Dr. Pamela MacRae, a fish community ecologist and professor of fisheries ecology at Unity College, served as the subject matter expert in this story about aquarium moss balls that were found with invasive zebra mussels in them at central and southern Maine pet stores and other pet stores nationally.
Yahoo News picked up our story announcing the Unity College Technical Institute for Environmental Professions, set to welcome its inaugural class in fall 2021. The Technical Institute will offer certificates, associates degrees, and continuing education focused on preparing students for careers in areas such as environmental engineering, veterinary technology, and the solar industry. As the Technical Institute is designed to largely serve working, place-bound adults, it needs to be located near highly populated areas of the state in order to be successful. Being located at Pineland Farms in New Gloucester, ME, provides excellent proximity to Portland and the Lewiston/ Auburn areas.
Doug Fox, a professor of sustainable agriculture at Unity College, was used as a subject matter expert in this piece from NECN, explaining that Hannaford’s system is making a significant impact.

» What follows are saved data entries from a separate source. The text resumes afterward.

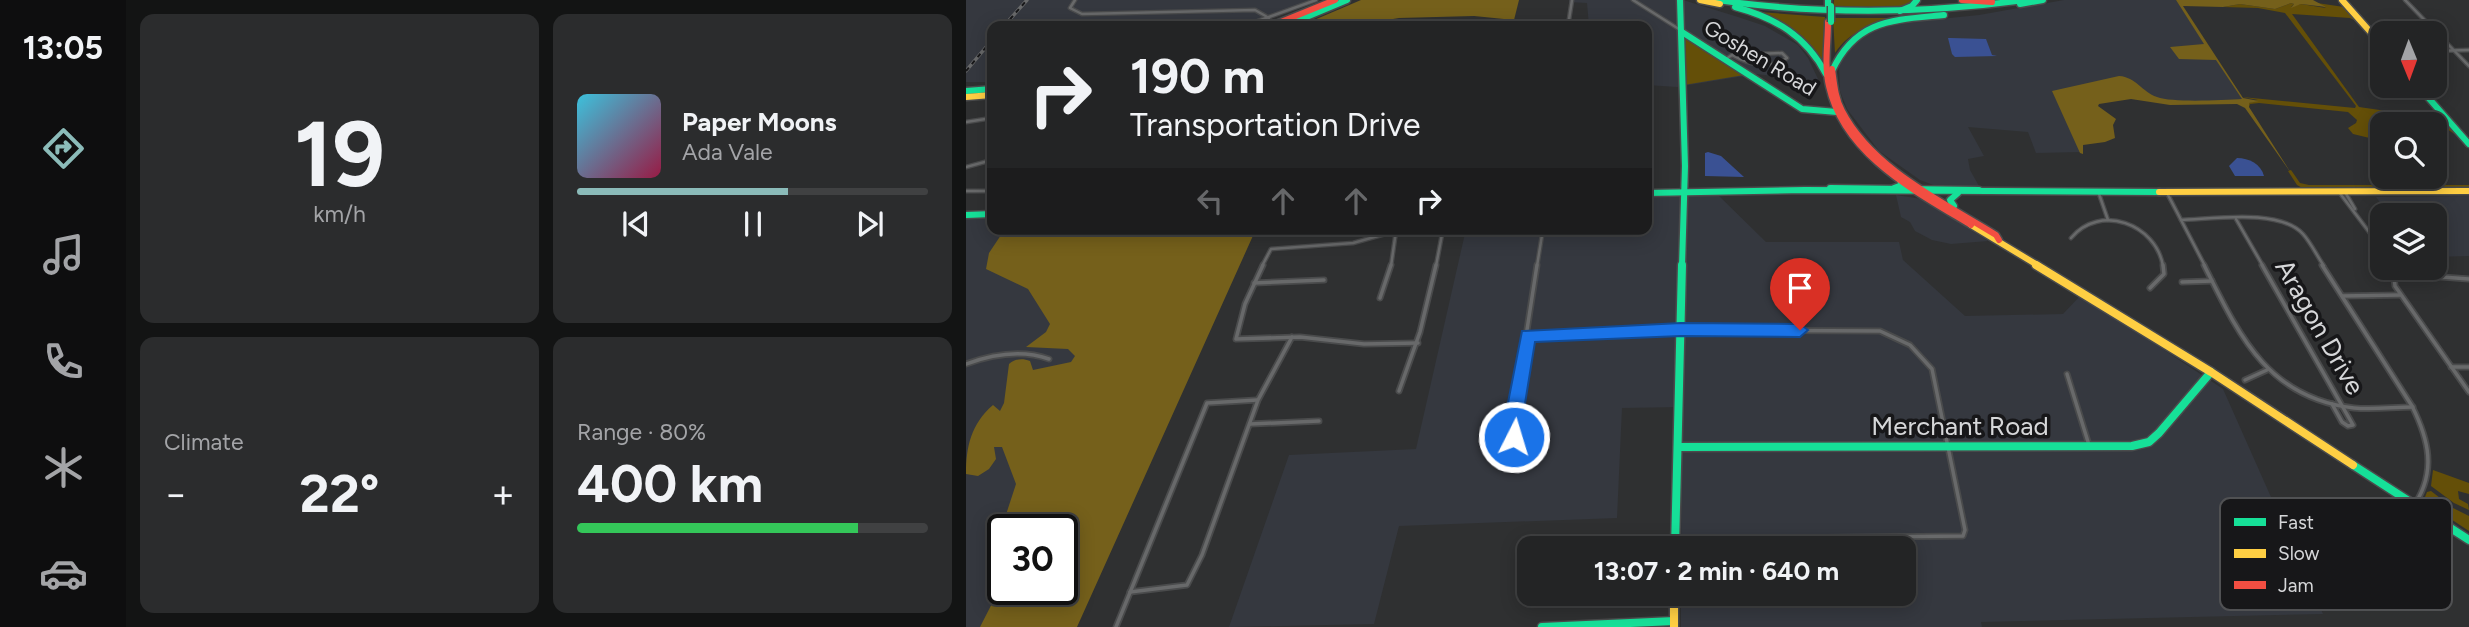 <!DOCTYPE html>
<meta charset="utf-8">
<style>
:root{--surface:#232425;--page:#2b2c2d;--text:#f1f3f6;--muted:#a3a4a7;--line:#404142;--accent:#8bbbb9}
body{margin:0;font-family:Figtree,sans-serif;background:var(--page);color:var(--text);height:100vh;display:flex;flex-direction:column;font-size:26px;white-space:nowrap}
*{box-sizing:border-box;margin:0}
p{font-size:23px;color:var(--muted)}
.icon{flex:none;width:38px;height:38px;fill:none;stroke:currentColor;stroke-width:2;stroke-linecap:round;stroke-linejoin:round}
.map{position:relative;flex:1;overflow:hidden}
.panel{display:flex;flex-direction:column;gap:14px;padding:14px;background:#131414;width:840px}
.panel>*{flex:none}
.hud{position:absolute;left:21px;top:21px;width:665px;height:214px;border-radius:14px;box-shadow:0 4px 18px #0003,0 0 0 2px var(--line);background:#232425;color:var(--text);overflow:hidden}
.needle{width:46px;rotate:179deg}
.fabs{position:absolute;left:1404px;top:21px;display:grid;gap:14px}
.fabs a{display:grid;place-items:center;width:77px;height:77px;border-radius:14px;background:var(--surface);box-shadow:0 4px 18px #0003,0 0 0 2px var(--line);font-size:35px}
.speed{position:absolute;left:21px;top:514px;display:flex;gap:14px;font-size:35px;font-weight:700;text-align:center}
.speed>*{display:grid;place-content:center;width:91px;height:91px;border-radius:50%;background:var(--surface);box-shadow:0 4px 18px #0003,0 0 0 2px var(--line);line-height:1}
.speed .limit{border:4px solid #111;border-radius:10px;background:#fff;color:#111}
.pin{position:absolute;display:grid;place-items:center;width:60px;height:60px;color:#fff;margin:-72px -30px;border-radius:50% 50% 50% 0;rotate:-45deg;box-shadow:0 0 7px #0007}
.pin .icon{rotate:45deg}
.me{position:absolute;width:77px;margin:-38px;rotate:5deg;stroke-linejoin:round;filter:drop-shadow(0 0 5px #0008)}
.turn{display:flex;align-items:center;gap:24px;height:147px;padding:0 28px;font-size:32px}
.turn .icon{width:91px;height:91px;stroke-width:2.5}
.turn b{display:block;font-size:49px;line-height:60px}
.lanes{display:flex;align-items:center;height:66px;padding:0 28px;background:#0003;justify-content:center;gap:35px;direction:ltr}
.lanes .off{opacity:.35}
.big{font-size:52px;font-weight:700;line-height:1.1}
.panel .widget{flex:1;display:flex;flex-direction:column;justify-content:center;gap:10px;min-width:0;padding:0 24px;border-radius:14px;background:var(--page)}
.panel .dial{align-items:center;gap:0}
.dial b{font-size:91px;line-height:1}
.song{display:flex;align-items:center;gap:21px}
.cover{width:84px;height:84px;border-radius:10px;background:linear-gradient(135deg,hsl(190 70% 55%),hsl(340 70% 35%))}
.played{height:7px;border-radius:4px;background:linear-gradient(90deg,var(--accent) 60%,var(--line) 60%)}
.keys{display:flex;justify-content:space-around;direction:ltr}
.heat{display:flex;justify-content:space-between;align-items:center;font-size:38px;direction:ltr}
.charge{height:10px;border-radius:5px;background:linear-gradient(90deg,#34c759 80%,var(--line) 0)}
.panel .tiles{flex:1;display:grid;gap:14px;grid-template-columns:repeat(2,1fr)}
.trip{position:absolute;left:551px;top:536px;width:399px;height:70px;border-radius:14px;background:var(--surface);box-shadow:0 4px 18px #0003,0 0 0 2px var(--line);font-weight:700;line-height:70px;text-align:center}
main{display:flex;flex:1;min-height:0}
.menu{display:flex;flex-direction:column;width:126px;justify-content:space-around;align-items:center;background:#0e0e0f;color:var(--muted)}
.menu .icon{width:49px;height:49px}
.menu .selected{color:var(--accent)}
.menu b{font-size:32px;color:var(--text)}
.map>svg:first-child{display:block}
.built{fill:#35383f;fill-rule:evenodd}
.green{fill:#644f08}
.forest{fill:#75601b}
.water{fill:#3a5193}
.lines{fill:none;stroke-linecap:round;stroke-linejoin:round}
.street-far1-casing{stroke:#4a4b4c;stroke-width:5}
.street-casing{stroke:#4a4b4c;stroke-width:7}
.fast-far1-casing{stroke:#4a4b4c;stroke-width:9}
.fast-casing{stroke:#4a4b4c;stroke-width:11}
.slow-far1-casing{stroke:#4a4b4c;stroke-width:9}
.slow-casing{stroke:#4a4b4c;stroke-width:11}
.jam-casing{stroke:#4a4b4c;stroke-width:9}
.street-far1{stroke:#68696a;stroke-width:2.5}
.street{stroke:#68696a;stroke-width:3.5}
.fast-far1{stroke:#16e098;stroke-width:6}
.fast{stroke:#16e098;stroke-width:8}
.slow-far1{stroke:#ffcf43;stroke-width:6}
.slow{stroke:#ffcf43;stroke-width:8}
.jam{stroke:#f24e42;stroke-width:6}
.rail-casing{stroke:#68696a;stroke-width:3.5}
.rail{stroke:#171719;stroke-width:2;stroke-dasharray:4.5;stroke-linecap:butt}
.fast-bridge-casing{stroke:#4a4b4c;stroke-width:9;stroke-linecap:butt}
.fast-bridge{stroke:#16e098;stroke-width:6}
.route{fill:#1a73e8;stroke:#114b97;stroke-width:2}
.labels{text-anchor:middle;stroke-width:7;stroke-linejoin:round;paint-order:stroke}
.far-street-label{font-size:21px;fill:#d6d7d9;stroke:#171719}
.street-label{font-size:26px;fill:#d6d7d9;stroke:#171719}
.key{fill:#171719;stroke:#505153;stroke-width:2}
.key-label{font-size:19px;fill:#d6d7d9}
</style>
<main>
<nav class="menu">
<b>13:05</b>
<svg class="icon selected" aria-label="directions" viewBox="0 0 24 24"><path d="M12 3l9 9-9 9-9-9zM9 14v-3h6M13 9l2 2-2 2"/></svg>
<svg class="icon" aria-label="music" viewBox="0 0 24 24"><path d="M9 18V5l10-2v13"/><circle cx="6" cy="18" r="3"/><circle cx="16" cy="16" r="3"/></svg>
<svg class="icon" aria-label="phone" viewBox="0 0 24 24"><path d="M5 4h4l2 5-3 2q2 4 5 5l2-3 5 2v4C11 20 4 13 5 4z"/></svg>
<svg class="icon" aria-label="climate" viewBox="0 0 24 24"><path d="M12 3v18M4 7l16 10M4 17L20 7"/></svg>
<svg class="icon" aria-label="car" viewBox="0 0 24 24"><path d="M5 17H2v-5l4-1 3-4h7l3 4 3 1v5h-3M9 17h6M6 11h13"/><circle cx="7" cy="17" r="2"/><circle cx="17" cy="17" r="2"/></svg>
</nav>
<section class="panel">
<div class="tiles">
<div class="widget dial"><b>19</b><p>km/h</p></div>
<div class="widget">
<div class="song"><i class="cover"></i><div><b>Paper Moons</b><p>Ada Vale</p></div></div>
<div class="played"></div>
<div class="keys"><svg class="icon" aria-label="previous" viewBox="0 0 24 24"><path d="M18 5L8 12l10 7zM5 5v14"/></svg><svg class="icon" aria-label="pause" viewBox="0 0 24 24"><path d="M8 5v14M16 5v14"/></svg><svg class="icon" aria-label="next" viewBox="0 0 24 24"><path d="M6 5l10 7-10 7zM19 5v14"/></svg></div>
</div>
<div class="widget"><p>Climate</p>
<div class="heat"><a>−</a><b class="big">22°</b><a>+</a></div>
</div>
<div class="widget"><p>Range · 80%</p><b class="big">400 km</b><div class="charge"></div></div>
</div>
</section>
<div class="map">
<svg width="1503" height="627" viewBox="0 0 1503 627">
<rect width="100%" height="100%" fill="#2f3031"/>
<g class="built">
<path d="M0,0H343L282,26H26V82H0Z"/>
<path d="M603,0H717L772,17L799,26L832,45L842,58L853,81L790,74L711,87L681,85V26H623L621,3L603,2Z"/>
<path d="M1098,0H1210L1279,101H1203L1090,93L1115,152L1070,153L1062,132L1002,127L1018,156L1002,159L1004,170L1013,186H970L954,180L913,151L881,109L874,91L873,65L878,52L904,31L935,23L1013,15Z"/>
<path d="M752,195L800,242H933L937,260L999,316L1097,314L1115,295L1257,389L1357,614L1015,622L1016,627H715V593H938V548H715L716,407L656,408L651,518L433,526L408,624L263,627L323,455L450,449L500,229H681V197Z"/>
<path d="M930,195L956,199L1022,241L985,244L966,240L949,231L944,222L935,217Z"/>
<path d="M1503,196V256L1468,257V215H1423L1410,197Z"/>
<path d="M26,215V229H282L104,627H0V216ZM37,530H96V590H37Z"/>
</g>
<g class="green">
<path d="M868,0H948L939,8L930,10L867,11Z"/>
<path d="M1372,0H1374L1416,48L1392,22L1384,18L1326,14L1393,107L1476,119L1450,86L1503,147C1482,124 1464,121 1434,119L1435,124H1416V128L1414,126L1416,124L1405,122L1416,132V141L1387,134L1382,128L1390,123L1391,120L1382,112L1293,103L1284,104L1283,107V103L1292,100L1276,97L1389,108L1390,106L1319,13L1292,8L1257,7L1274,4L1309,9L1325,3L1328,4L1325,7L1335,4L1360,8L1351,3L1378,7Z"/>
<path d="M793,12L859,17L858,63L836,36Z"/>
<path d="M867,18H932C907,25 884,30 869,53Z"/>
<path d="M720,38L723,39L778,75L718,85L717,41Z"/>
<path d="M1325,170L1334,183L1343,185H1444L1446,182L1442,177H1447L1454,185H1503V188L1338,189L1331,185L1322,171Z"/>
<path d="M1467,470L1503,483V494L1492,491L1493,499L1502,504L1503,510L1488,503L1465,486Z"/>
<path d="M1465,491L1487,508L1503,516V531L1462,504L1463,499L1459,497L1461,492Z"/>
</g>
<g class="forest">
<path d="M395,0H553L548,20L508,16L433,18L384,26H334Z"/>
<path d="M1210,0H1347L1360,7L1335,4L1325,8L1328,4L1325,3L1309,9L1274,4L1257,7L1217,6L1277,98L1293,101L1283,103V107L1325,173L1279,108L1271,104L1204,105L1165,99L1133,104L1132,106L1150,119L1147,125L1149,138L1139,142L1117,145V154L1114,153L1086,91L1153,76C1170,77 1176,92 1191,97C1207,103 1257,100 1276,99L1250,60L1213,59L1204,47L1238,44Z"/>
<path d="M39,229H290L111,627H14L37,582V590H96V530H37V551L32,539L50,484L36,447H28L30,459L23,469L12,476L0,474C0,447 5,424 27,405L34,411L38,403L43,364C49,359 56,358 64,361L67,370L105,362L109,356L102,349L60,347L80,332L84,324L62,289L20,269L23,253Z"/>
</g>
<g class="water">
<path d="M985,38L1020,39L1026,55L1031,56L989,57L986,54L982,38Z"/>
<path d="M742,152L755,156L778,177L739,176V153Z"/>
<path d="M1271,158C1283,158 1295,164 1298,176H1269L1263,166Z"/>
</g>
<g class="lines">
<defs>
<g id="street-far1">
<path d="M109,0L104,8L116,14L289,10L303,18"/>
<path d="M667,0L716,31"/>
<path d="M1439,0L1503,66"/>
<path d="M278,26L350,0"/>
<path d="M530,26L531,22"/>
<path d="M602,26L606,0"/>
<path d="M1468,51L1503,50"/>
<path d="M816,53L821,58C804,70 782,64 766,55Z"/>
<path d="M760,59L766,55"/>
<path d="M0,122L26,118"/>
<path d="M0,167L26,160"/>
<path d="M0,191H26"/>
<path d="M1132,191L1142,220"/>
<path d="M1200,191L1239,266"/>
<path d="M1373,192L1416,249"/>
<path d="M1379,192L1389,209"/>
<path d="M1270,219L1297,266"/>
<path d="M1215,220C1247,219 1313,208 1337,234C1345,243 1351,256 1358,266"/>
<path d="M1105,238C1134,203 1190,224 1197,266"/>
<path d="M296,266L305,249L387,243L437,229"/>
<path d="M425,266L430,231"/>
<path d="M470,266L477,229"/>
<path d="M571,266L577,229"/>
</g>
<g id="street">
<path d="M297,265L279,304L270,339L334,337L398,344L452,343"/>
<path d="M1238,265C1273,335 1301,398 1388,408C1408,410 1427,407 1447,407"/>
<path d="M1296,265L1387,425L1382,426L1376,422L1366,404"/>
<path d="M1356,265L1446,406C1463,440 1470,471 1449,504"/>
<path d="M1437,268L1428,277L1429,286L1503,392"/>
<path d="M1437,268L1463,276L1503,279"/>
<path d="M1216,282L1246,281"/>
<path d="M288,283L358,280"/>
<path d="M1184,288L1198,274L1197,265"/>
<path d="M1377,296L1434,295"/>
<path d="M414,298L425,265"/>
<path d="M562,336L715,330L914,331L944,345L966,369L999,530L997,536L709,539"/>
<path d="M0,364C27,354 55,349 83,359"/>
<path d="M1485,367H1503"/>
<path d="M1101,374L1123,445"/>
<path d="M1279,380L1301,370"/>
<path d="M433,391L454,332L470,265"/>
<path d="M284,424L353,421"/>
<path d="M562,449L550,442L546,427L571,265"/>
<path d="M164,592L221,585L236,555L292,400L326,337"/>
<path d="M150,627L241,403L291,400"/>
</g>
<g id="fast-far1">
<path d="M714,0L719,166L716,266"/>
<path d="M751,0C855,15 955,14 1059,0"/>
<path d="M862,0V6"/>
<path d="M1054,4L1077,0"/>
<path d="M769,7C810,18 840,36 860,74"/>
<path d="M934,11L946,6L951,0"/>
<path d="M319,26L381,0"/>
<path d="M716,32L836,109L871,112"/>
<path d="M866,71C890,19 927,20 978,15"/>
<path d="M1452,86L1503,144"/>
<path d="M0,91L26,89"/>
<path d="M864,188L1013,190"/>
<path d="M928,188L936,185L933,178"/>
<path d="M681,193L839,190L1193,192"/>
<path d="M988,206L984,200L992,193"/>
<path d="M0,215L26,214"/>
</g>
<g id="fast">
<path d="M712,447L1166,446L1183,442L1193,433L1245,372"/>
<path d="M1387,465L1503,540"/>
<path d="M709,548L716,265"/>
<path d="M576,627L708,621"/>
</g>
<g id="slow-far1">
<path d="M734,0L754,4"/>
<path d="M1376,0L1416,45"/>
<path d="M0,97L26,95"/>
<path d="M1193,192L1503,191"/>
<path d="M1005,225L1073,266"/>
</g>
<g id="slow">
<path d="M1070,265L1245,372L1387,465"/>
<path d="M708,593V627"/>
</g>
<g id="jam">
<path d="M996,0L1026,2"/>
<path d="M862,22C862,43 858,65 863,86C878,155 951,192 1005,225"/>
<path d="M305,26L369,0"/>
<path d="M866,69C868,83 869,98 876,111C906,169 977,202 1030,235L1033,240"/>
</g>
</defs>
<use href="#street-far1" class="street-far1-casing"/>
<use href="#street" class="street-casing"/>
<use href="#fast-far1" class="fast-far1-casing"/>
<use href="#fast" class="fast-casing"/>
<use href="#slow-far1" class="slow-far1-casing"/>
<use href="#slow" class="slow-casing"/>
<use href="#jam" class="jam-casing"/>
<use href="#street-far1" class="street-far1"/>
<use href="#street" class="street"/>
<use href="#fast-far1" class="fast-far1"/>
<use href="#fast" class="fast"/>
<use href="#slow-far1" class="slow-far1"/>
<use href="#slow" class="slow"/>
<use href="#jam" class="jam"/>
<defs>
<g id="rail">
<path d="M38,26L61,0"/>
<path d="M0,71L26,40"/>
</g>
</defs>
<use href="#rail" class="rail-casing"/>
<use href="#rail" class="rail"/>
<defs>
<path id="fast-bridge" d="M865,6V22"/>
</defs>
<use href="#fast-bridge" class="fast-bridge-casing"/>
<use href="#fast-bridge" class="fast-bridge"/>
</g>
<path class="route" d="M715,323L834,324L842,330L834,337L715,336L569,342L555,428L556,437L554,443L548,445L541,443L537,428L556,331Z"/>
<g class="labels">
<g class="far-street-label">
<text transform="translate(794 58) rotate(31)" y="7">Goshen Road</text>
</g>
<g class="street-label">
<text transform="translate(1354 327) rotate(60)" y="9">Aragon Drive</text>
<text x="994" y="435">Merchant Road</text>
</g>
</g>
<rect x="1254" y="498" width="232" height="112" rx="10" class="key"/>
<rect x="1268" y="518" width="32" height="8" fill="#16e098"/>
<rect x="1268" y="549" width="32" height="9" fill="#ffcf43"/>
<rect x="1268" y="581" width="32" height="8" fill="#f24e42"/>
<g class="key-label">
<text x="1312" y="529">Fast</text>
<text x="1312" y="560">Slow</text>
<text x="1312" y="592">Jam</text>
</g>
</svg>
<div class="fabs">
<a><svg class="needle" viewBox="-14 -14 28 28"><path d="M0-13l5 13h-10z" fill="#e53935"/><path d="M0 13l5-13h-10z" fill="#a3a4a7"/></svg></a>
<a><svg class="icon" aria-label="search" viewBox="0 0 24 24"><circle cx="10" cy="10" r="6"/><path d="M15 15l6 6"/></svg></a>
<a><svg class="icon" aria-label="layers" viewBox="0 0 24 24"><path d="M12 4l9 5-9 5-9-5zM3 14l9 5 9-5"/></svg></a>
</div>
<div class="speed"><div class="limit">30</div></div>
<div class="pin" style="left:834px;top:330px;background:#d93025"><svg class="icon" aria-label="arrive" viewBox="0 0 24 24"><path d="M6 21V4h12l-3 4 3 4H6"/></svg></div>
<svg class="me" style="left:548px;top:437px" viewBox="-20 -20 40 40"><circle r="17" fill="#1a73e8" stroke="#fff" stroke-width="3"/><path d="M0-11L8 9 0 5-8 9z" fill="#fff"/></svg>
<div class="trip">13:07 · 2 min · 640 m</div>
<div class="hud">
<div class="turn"><svg class="icon" aria-label="right" viewBox="0 0 24 24"><path d="M7 20v-9h11M14 6l5 5-5 5"/></svg><div><b>190 m</b>Transportation Drive</div></div>
<div class="lanes"><svg class="icon off" aria-label="left" viewBox="0 0 24 24"><path d="M17 20v-9H6M10 6l-5 5 5 5"/></svg><svg class="icon off" aria-label="ahead" viewBox="0 0 24 24"><path d="M12 20V5M6 11l6-6 6 6"/></svg><svg class="icon off" aria-label="ahead" viewBox="0 0 24 24"><path d="M12 20V5M6 11l6-6 6 6"/></svg><svg class="icon" aria-label="right" viewBox="0 0 24 24"><path d="M7 20v-9h11M14 6l5 5-5 5"/></svg></div>
</div>
</div>
</main>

It’s the equivalent of finding an alternative use for 65 million pounds of what otherwise would be organic trash that sends methane into the atmosphere. Fox also notes that the problem is bigger than any one supermarket chain. Fox’s hope is that Hannaford’s system “encourages customers to do their work at home” and provides a model for people to think creatively about consuming exactly what they need.
Dr. Kristyn Vitale, a cat researcher and assistant professor in animal health and behavior at Unity College, was named as a subject matter expert in this article on Martha Stewart’s website. Dr. Vitale has been interviewed in national media outlets several times over the past year for her work related to cat research and behavior.
As a result of this increased media attention, the number of visits to Unity College’s website have grown exponentially. In March 2021, Unity College’s website had the highest number of visitors in the site’s history with 94,219 unique visitors. To offer a comparison, July 2020 saw 49,210 visitors to the College’s website. This significant increase demonstrates the impact positive media has on reaching new audiences and advancing the mission of Unity College.